# To do:
What lines in the entries hold the string "border"? List them.
┄┄┄┄┄┄┄┄┄┄┄┄┄┄┄┄┄┄┄┄
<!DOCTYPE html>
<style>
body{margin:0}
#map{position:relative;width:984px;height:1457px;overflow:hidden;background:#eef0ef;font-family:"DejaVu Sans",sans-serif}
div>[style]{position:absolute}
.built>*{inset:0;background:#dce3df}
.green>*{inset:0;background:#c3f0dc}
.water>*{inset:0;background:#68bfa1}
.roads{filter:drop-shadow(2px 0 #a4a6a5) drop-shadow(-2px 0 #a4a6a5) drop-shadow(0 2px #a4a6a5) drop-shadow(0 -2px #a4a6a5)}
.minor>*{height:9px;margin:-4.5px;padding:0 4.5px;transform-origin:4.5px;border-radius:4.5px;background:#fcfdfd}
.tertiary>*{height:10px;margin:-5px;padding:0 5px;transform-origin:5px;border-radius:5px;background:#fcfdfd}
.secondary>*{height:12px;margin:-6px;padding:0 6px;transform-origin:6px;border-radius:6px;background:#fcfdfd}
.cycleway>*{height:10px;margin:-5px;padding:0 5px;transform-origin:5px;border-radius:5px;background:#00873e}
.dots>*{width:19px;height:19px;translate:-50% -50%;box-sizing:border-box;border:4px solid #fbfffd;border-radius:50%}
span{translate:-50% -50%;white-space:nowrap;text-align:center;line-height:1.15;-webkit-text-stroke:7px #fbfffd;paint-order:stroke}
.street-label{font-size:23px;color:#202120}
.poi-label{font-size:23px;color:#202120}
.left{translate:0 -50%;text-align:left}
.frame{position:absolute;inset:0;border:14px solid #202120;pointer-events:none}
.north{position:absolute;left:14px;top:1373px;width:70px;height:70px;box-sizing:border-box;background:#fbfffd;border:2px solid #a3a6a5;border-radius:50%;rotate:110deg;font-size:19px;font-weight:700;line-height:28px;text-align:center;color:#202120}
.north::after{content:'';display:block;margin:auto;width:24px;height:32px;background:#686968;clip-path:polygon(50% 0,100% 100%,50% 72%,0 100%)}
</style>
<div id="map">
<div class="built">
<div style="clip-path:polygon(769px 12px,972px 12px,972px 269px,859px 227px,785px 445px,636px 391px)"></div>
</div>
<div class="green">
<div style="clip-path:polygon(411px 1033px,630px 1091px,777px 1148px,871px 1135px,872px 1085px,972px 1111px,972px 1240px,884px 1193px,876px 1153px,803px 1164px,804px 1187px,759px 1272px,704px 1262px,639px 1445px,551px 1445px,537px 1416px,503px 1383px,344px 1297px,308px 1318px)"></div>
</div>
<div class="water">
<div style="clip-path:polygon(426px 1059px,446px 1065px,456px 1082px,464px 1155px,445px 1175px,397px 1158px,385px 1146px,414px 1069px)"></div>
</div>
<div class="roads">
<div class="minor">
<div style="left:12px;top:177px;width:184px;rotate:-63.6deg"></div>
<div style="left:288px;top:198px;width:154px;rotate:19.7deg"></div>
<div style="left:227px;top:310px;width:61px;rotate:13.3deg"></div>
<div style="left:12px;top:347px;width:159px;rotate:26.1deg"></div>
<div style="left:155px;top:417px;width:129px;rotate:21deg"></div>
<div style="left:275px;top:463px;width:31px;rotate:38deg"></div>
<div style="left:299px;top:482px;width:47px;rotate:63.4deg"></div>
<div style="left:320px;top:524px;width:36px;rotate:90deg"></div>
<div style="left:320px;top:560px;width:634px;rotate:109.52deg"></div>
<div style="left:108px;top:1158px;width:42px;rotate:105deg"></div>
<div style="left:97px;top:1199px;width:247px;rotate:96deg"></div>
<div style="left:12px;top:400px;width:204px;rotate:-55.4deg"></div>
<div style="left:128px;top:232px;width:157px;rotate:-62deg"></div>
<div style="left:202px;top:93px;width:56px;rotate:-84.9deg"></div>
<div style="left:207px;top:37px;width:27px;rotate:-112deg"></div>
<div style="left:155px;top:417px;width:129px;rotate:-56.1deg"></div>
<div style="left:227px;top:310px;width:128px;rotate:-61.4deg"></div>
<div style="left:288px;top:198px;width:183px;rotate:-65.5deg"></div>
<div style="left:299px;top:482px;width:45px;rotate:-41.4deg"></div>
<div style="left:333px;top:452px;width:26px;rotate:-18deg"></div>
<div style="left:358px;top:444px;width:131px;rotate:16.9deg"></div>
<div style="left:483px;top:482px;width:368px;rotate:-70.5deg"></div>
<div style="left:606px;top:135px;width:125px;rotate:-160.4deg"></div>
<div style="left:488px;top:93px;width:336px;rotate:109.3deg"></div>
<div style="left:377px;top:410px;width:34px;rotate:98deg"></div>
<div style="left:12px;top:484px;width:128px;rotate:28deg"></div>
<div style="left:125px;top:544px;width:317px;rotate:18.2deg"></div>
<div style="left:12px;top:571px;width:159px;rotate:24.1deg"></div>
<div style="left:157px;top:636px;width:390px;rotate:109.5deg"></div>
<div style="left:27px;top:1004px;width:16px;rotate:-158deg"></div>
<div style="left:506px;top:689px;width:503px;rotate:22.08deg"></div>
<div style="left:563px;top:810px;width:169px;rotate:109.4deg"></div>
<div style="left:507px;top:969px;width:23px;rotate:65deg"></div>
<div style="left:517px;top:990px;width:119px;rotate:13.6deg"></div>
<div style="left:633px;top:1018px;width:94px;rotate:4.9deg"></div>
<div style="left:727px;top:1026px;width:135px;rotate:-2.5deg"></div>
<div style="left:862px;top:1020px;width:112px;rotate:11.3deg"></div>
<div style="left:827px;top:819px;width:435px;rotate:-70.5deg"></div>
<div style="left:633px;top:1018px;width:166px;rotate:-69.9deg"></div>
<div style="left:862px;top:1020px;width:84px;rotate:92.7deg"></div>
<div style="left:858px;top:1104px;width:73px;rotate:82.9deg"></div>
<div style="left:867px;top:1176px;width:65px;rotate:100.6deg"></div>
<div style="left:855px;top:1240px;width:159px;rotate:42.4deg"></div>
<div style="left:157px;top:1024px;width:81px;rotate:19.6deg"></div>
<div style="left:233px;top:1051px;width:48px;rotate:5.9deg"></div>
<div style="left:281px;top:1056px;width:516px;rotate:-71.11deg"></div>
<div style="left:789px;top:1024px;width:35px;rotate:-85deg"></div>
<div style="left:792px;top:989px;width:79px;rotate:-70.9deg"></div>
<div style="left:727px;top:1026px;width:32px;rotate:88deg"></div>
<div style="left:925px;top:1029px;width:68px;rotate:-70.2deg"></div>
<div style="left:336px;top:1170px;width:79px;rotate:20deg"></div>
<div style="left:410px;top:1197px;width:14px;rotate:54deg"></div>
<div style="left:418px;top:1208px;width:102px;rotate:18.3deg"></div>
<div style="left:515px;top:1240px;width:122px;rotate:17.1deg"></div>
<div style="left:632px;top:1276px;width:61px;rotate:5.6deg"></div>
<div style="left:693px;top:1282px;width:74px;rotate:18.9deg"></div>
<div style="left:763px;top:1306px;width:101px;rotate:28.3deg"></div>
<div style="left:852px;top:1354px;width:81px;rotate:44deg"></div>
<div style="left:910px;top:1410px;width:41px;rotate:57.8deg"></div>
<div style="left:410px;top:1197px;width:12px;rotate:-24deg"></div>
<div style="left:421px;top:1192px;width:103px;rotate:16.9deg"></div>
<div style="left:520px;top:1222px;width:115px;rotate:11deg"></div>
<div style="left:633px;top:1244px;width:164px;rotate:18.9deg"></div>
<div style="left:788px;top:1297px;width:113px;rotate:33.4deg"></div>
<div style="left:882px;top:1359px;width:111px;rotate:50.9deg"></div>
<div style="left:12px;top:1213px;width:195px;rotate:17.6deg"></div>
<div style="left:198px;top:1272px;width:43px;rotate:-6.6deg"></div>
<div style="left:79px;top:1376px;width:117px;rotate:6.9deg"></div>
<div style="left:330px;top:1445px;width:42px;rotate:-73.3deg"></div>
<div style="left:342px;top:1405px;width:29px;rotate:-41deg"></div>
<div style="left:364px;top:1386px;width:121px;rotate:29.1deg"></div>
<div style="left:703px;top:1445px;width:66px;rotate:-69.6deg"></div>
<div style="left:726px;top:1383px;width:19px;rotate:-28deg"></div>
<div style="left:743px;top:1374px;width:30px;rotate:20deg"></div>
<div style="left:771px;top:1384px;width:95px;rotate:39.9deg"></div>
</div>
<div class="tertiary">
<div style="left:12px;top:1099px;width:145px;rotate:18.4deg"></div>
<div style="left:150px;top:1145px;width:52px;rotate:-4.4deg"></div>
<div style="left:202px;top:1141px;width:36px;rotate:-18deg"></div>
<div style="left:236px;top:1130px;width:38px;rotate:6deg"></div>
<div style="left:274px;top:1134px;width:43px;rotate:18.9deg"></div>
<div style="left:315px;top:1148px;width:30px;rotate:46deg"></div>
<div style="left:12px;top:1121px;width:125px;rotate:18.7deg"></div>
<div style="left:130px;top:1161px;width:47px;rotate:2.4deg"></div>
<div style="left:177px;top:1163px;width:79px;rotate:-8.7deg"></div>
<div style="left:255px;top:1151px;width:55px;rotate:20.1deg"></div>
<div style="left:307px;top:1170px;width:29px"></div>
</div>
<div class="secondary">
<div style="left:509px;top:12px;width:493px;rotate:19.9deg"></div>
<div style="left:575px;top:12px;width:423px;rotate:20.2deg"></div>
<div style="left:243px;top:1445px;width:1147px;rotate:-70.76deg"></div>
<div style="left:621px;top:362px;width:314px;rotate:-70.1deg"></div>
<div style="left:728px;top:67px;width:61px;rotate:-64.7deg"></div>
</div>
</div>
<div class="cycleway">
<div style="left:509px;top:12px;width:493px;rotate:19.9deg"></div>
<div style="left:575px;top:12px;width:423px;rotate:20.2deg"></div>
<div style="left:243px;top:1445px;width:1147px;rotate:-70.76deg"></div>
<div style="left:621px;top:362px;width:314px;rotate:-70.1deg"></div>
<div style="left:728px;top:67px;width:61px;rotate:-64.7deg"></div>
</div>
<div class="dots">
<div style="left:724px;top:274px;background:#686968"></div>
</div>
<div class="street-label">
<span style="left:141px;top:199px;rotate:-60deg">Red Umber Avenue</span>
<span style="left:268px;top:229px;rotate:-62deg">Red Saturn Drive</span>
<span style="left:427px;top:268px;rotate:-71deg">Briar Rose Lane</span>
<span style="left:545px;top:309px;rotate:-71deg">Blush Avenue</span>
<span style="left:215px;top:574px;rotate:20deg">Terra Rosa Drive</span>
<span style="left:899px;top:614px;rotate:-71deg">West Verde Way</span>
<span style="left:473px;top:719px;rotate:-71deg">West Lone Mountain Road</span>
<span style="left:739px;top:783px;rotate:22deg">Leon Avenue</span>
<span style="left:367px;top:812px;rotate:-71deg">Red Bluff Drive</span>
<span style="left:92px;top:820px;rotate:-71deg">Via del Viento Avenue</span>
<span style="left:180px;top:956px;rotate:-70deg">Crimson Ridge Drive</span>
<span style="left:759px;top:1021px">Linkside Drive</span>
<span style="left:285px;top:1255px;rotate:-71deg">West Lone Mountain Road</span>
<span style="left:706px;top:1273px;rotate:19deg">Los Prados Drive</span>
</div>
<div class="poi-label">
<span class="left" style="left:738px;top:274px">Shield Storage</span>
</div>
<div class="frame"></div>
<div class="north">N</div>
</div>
┄┄┄┄┄┄┄┄┄┄┄┄┄┄┄┄┄┄┄┄
# Answer space:
.minor>*{height:9px;margin:-4.5px;padding:0 4.5px;transform-origin:4.5px;border-radius:4.5px;background:#fcfdfd}
.tertiary>*{height:10px;margin:-5px;padding:0 5px;transform-origin:5px;border-radius:5px;background:#fcfdfd}
.secondary>*{height:12px;margin:-6px;padding:0 6px;transform-origin:6px;border-radius:6px;background:#fcfdfd}
.cycleway>*{height:10px;margin:-5px;padding:0 5px;transform-origin:5px;border-radius:5px;background:#00873e}
.dots>*{width:19px;height:19px;translate:-50% -50%;box-sizing:border-box;border:4px solid #fbfffd;border-radius:50%}
.frame{position:absolute;inset:0;border:14px solid #202120;pointer-events:none}
.north{position:absolute;left:14px;top:1373px;width:70px;height:70px;box-sizing:border-box;background:#fbfffd;border:2px solid #a3a6a5;border-radius:50%;rotate:110deg;font-size:19px;font-weight:700;line-height:28px;text-align:center;color:#202120}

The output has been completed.